AIM OF THE EXERCISE:
Return precisely the opening lines of the listing below, ending with the line that contains "position:relative; flex:1; overflow:hidden".

[Opening TASK INPUT section]

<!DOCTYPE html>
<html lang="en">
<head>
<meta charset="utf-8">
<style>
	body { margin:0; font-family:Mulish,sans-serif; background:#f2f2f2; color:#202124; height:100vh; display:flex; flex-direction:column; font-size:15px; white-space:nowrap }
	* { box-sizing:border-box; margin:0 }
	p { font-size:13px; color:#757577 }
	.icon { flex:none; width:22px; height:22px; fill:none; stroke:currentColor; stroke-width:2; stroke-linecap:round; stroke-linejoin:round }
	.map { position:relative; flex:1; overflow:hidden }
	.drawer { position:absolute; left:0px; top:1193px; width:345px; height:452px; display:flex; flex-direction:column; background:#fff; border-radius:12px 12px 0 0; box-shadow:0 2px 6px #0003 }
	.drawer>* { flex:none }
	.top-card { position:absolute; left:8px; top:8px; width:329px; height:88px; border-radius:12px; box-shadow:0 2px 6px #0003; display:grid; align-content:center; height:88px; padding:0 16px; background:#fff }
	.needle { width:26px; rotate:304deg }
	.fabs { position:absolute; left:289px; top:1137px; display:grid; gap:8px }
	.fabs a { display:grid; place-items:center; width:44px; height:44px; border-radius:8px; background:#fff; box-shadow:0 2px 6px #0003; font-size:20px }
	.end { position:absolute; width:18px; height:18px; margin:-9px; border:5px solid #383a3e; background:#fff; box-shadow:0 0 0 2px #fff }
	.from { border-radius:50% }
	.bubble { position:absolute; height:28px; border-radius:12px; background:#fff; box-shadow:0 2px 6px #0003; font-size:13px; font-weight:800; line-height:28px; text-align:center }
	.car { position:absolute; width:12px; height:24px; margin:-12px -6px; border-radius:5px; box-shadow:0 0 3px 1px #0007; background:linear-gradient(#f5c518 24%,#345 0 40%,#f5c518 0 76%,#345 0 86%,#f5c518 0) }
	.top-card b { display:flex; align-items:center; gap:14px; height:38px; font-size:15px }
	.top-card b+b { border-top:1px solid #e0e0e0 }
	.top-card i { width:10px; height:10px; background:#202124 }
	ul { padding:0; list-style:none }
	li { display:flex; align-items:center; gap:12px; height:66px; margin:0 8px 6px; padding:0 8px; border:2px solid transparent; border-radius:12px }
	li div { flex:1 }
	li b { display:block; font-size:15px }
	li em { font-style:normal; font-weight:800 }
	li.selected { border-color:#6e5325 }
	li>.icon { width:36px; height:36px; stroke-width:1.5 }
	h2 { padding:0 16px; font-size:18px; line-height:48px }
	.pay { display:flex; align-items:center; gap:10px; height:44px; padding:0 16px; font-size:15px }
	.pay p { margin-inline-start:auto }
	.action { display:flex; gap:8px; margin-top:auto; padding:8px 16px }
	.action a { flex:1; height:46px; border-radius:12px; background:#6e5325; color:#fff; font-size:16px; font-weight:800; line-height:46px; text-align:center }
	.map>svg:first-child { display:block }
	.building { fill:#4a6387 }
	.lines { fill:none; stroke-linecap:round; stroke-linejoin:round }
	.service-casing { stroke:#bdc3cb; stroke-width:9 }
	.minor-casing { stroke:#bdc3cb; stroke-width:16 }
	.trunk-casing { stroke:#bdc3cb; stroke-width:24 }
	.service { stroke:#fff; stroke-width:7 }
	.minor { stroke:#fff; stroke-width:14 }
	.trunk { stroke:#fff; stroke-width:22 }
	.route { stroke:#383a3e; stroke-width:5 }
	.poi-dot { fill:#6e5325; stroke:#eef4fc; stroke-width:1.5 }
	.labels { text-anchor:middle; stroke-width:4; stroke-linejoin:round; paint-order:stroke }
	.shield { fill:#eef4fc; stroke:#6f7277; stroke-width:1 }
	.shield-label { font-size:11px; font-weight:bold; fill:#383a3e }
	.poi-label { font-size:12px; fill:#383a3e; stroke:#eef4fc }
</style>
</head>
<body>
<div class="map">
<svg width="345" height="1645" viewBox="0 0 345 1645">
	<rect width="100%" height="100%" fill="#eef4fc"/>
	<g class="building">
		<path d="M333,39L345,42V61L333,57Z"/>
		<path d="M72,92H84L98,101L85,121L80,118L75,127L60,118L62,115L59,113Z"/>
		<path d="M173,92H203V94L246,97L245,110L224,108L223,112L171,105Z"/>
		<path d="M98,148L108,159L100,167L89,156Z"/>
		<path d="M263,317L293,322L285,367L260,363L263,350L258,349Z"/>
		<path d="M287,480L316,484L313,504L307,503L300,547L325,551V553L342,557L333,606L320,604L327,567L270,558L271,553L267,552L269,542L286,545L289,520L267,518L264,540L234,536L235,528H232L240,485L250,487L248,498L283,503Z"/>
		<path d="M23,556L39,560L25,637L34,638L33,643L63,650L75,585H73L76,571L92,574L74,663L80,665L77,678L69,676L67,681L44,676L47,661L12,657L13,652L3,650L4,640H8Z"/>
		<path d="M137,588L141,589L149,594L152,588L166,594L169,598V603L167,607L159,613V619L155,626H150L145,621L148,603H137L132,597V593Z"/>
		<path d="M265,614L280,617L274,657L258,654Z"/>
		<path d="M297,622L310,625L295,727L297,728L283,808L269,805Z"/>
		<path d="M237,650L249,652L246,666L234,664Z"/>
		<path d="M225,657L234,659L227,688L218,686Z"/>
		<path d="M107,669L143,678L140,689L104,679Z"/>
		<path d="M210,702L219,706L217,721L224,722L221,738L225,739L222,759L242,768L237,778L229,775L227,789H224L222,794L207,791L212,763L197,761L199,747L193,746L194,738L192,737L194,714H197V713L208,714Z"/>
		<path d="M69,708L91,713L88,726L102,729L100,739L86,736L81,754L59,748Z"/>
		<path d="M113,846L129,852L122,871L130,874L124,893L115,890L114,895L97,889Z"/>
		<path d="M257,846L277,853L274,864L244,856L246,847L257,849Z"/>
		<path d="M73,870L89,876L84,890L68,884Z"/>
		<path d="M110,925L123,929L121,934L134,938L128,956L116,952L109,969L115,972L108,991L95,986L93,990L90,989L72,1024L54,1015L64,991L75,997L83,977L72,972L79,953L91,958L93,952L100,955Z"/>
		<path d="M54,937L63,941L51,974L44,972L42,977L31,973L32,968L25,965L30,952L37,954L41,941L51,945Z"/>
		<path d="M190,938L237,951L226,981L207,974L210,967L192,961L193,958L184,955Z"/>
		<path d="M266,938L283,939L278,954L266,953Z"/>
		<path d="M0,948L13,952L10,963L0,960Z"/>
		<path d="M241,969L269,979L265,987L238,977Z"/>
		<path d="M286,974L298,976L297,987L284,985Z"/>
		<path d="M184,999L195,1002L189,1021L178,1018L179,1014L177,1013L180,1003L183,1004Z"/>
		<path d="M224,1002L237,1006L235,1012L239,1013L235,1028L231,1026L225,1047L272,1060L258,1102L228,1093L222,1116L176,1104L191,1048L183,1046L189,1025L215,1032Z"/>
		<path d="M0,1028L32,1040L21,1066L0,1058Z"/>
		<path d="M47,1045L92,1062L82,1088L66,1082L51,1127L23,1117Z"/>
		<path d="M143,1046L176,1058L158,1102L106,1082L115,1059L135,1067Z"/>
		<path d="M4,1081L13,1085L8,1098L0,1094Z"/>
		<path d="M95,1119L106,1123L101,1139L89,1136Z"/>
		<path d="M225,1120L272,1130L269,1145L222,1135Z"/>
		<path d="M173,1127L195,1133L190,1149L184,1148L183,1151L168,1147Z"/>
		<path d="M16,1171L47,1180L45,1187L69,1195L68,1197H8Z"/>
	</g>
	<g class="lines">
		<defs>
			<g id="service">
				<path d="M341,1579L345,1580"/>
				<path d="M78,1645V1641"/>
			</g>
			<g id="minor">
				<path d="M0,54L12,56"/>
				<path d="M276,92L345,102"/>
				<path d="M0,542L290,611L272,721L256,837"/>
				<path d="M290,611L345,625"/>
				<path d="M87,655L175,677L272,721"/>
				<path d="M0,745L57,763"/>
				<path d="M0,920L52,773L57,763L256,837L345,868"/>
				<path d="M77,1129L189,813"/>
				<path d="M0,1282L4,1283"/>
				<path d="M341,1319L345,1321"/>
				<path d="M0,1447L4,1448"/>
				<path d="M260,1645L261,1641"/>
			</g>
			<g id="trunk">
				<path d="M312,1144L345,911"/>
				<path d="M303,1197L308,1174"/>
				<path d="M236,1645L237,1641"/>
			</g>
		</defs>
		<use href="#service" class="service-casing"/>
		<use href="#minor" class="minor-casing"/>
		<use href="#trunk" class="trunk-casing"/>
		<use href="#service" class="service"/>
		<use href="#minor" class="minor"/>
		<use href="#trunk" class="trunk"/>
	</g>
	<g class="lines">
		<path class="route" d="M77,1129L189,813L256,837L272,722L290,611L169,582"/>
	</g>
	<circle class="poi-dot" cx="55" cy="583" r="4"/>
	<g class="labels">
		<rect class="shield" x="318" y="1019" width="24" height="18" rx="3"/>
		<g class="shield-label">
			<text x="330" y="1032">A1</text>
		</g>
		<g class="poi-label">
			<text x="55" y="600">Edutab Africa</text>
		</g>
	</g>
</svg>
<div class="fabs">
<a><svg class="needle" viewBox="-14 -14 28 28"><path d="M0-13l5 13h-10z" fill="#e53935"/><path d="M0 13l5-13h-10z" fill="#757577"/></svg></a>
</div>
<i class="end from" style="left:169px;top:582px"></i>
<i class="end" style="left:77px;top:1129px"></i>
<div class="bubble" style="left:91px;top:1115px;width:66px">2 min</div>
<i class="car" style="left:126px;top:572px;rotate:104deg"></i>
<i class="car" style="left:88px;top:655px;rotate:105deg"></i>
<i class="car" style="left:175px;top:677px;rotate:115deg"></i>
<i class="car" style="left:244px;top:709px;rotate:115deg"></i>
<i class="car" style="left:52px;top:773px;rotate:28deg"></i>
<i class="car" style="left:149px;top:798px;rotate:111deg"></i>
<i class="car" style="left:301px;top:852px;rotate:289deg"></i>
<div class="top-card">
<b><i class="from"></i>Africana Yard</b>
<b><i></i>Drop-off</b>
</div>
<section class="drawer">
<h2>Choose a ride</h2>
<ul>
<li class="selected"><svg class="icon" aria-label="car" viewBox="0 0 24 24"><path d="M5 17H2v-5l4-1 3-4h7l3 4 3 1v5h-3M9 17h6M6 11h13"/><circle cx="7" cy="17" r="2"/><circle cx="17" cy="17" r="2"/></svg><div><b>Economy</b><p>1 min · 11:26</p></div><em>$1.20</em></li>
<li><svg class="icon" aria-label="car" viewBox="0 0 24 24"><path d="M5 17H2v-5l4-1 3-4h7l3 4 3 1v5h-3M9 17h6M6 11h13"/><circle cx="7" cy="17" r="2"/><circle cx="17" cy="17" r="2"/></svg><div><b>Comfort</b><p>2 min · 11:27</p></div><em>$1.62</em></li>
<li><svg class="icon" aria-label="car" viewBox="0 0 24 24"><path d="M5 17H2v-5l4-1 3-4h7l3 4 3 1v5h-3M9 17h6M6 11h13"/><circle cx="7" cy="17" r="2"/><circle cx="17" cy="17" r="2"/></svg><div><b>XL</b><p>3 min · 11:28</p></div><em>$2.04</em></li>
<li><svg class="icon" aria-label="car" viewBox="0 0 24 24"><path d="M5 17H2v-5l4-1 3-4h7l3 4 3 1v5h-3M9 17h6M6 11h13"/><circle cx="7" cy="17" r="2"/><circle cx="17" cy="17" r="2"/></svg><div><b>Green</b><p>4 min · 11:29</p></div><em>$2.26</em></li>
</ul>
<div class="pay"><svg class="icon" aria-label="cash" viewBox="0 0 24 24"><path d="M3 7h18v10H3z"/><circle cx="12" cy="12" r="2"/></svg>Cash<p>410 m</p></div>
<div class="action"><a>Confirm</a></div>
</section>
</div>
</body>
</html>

[Closing TASK INPUT section]

RESPONSE:
<!DOCTYPE html>
<html lang="en">
<head>
<meta charset="utf-8">
<style>
	body { margin:0; font-family:Mulish,sans-serif; background:#f2f2f2; color:#202124; height:100vh; display:flex; flex-direction:column; font-size:15px; white-space:nowrap }
	* { box-sizing:border-box; margin:0 }
	p { font-size:13px; color:#757577 }
	.icon { flex:none; width:22px; height:22px; fill:none; stroke:currentColor; stroke-width:2; stroke-linecap:round; stroke-linejoin:round }
	.map { position:relative; flex:1; overflow:hidden }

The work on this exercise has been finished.